(Stored entries)
▼

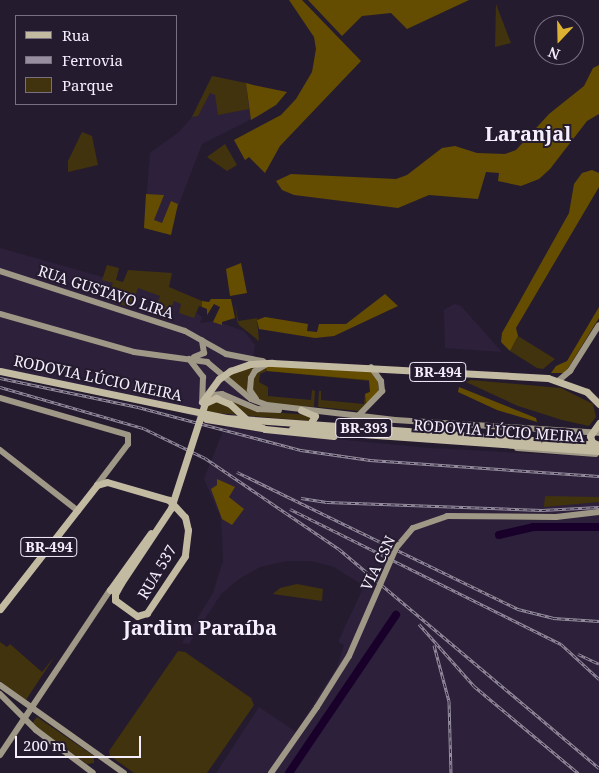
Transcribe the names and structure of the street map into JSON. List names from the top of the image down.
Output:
{
  "streets": {
    "main road": [
      "BR-494",
      "RODOVIA LÚCIO MEIRA",
      "BR-393",
      "RUA 537"
    ],
    "street": ["RUA GUSTAVO LIRA", "VIA CSN"]
  },
  "crossings": [
    ["RUA GUSTAVO LIRA", "BR-494"],
    ["BR-494", "RUA 537"]
  ],
  "districts": ["Laranjal", "Jardim Paraíba"],
  "legend": ["Rua", "Ferrovia", "Parque"],
  "scale_bar": "200 m",
  "north": "bottom"
}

▲

Exercise objective: Could you repeat every entry above exactly, with each picture omitted?

Finished exercise:
Transcribe the names and structure of the street map into JSON. List names from the top of the image down.
Output:
{
  "streets": {
    "main road": [
      "BR-494",
      "RODOVIA LÚCIO MEIRA",
      "BR-393",
      "RUA 537"
    ],
    "street": ["RUA GUSTAVO LIRA", "VIA CSN"]
  },
  "crossings": [
    ["RUA GUSTAVO LIRA", "BR-494"],
    ["BR-494", "RUA 537"]
  ],
  "districts": ["Laranjal", "Jardim Paraíba"],
  "legend": ["Rua", "Ferrovia", "Parque"],
  "scale_bar": "200 m",
  "north": "bottom"
}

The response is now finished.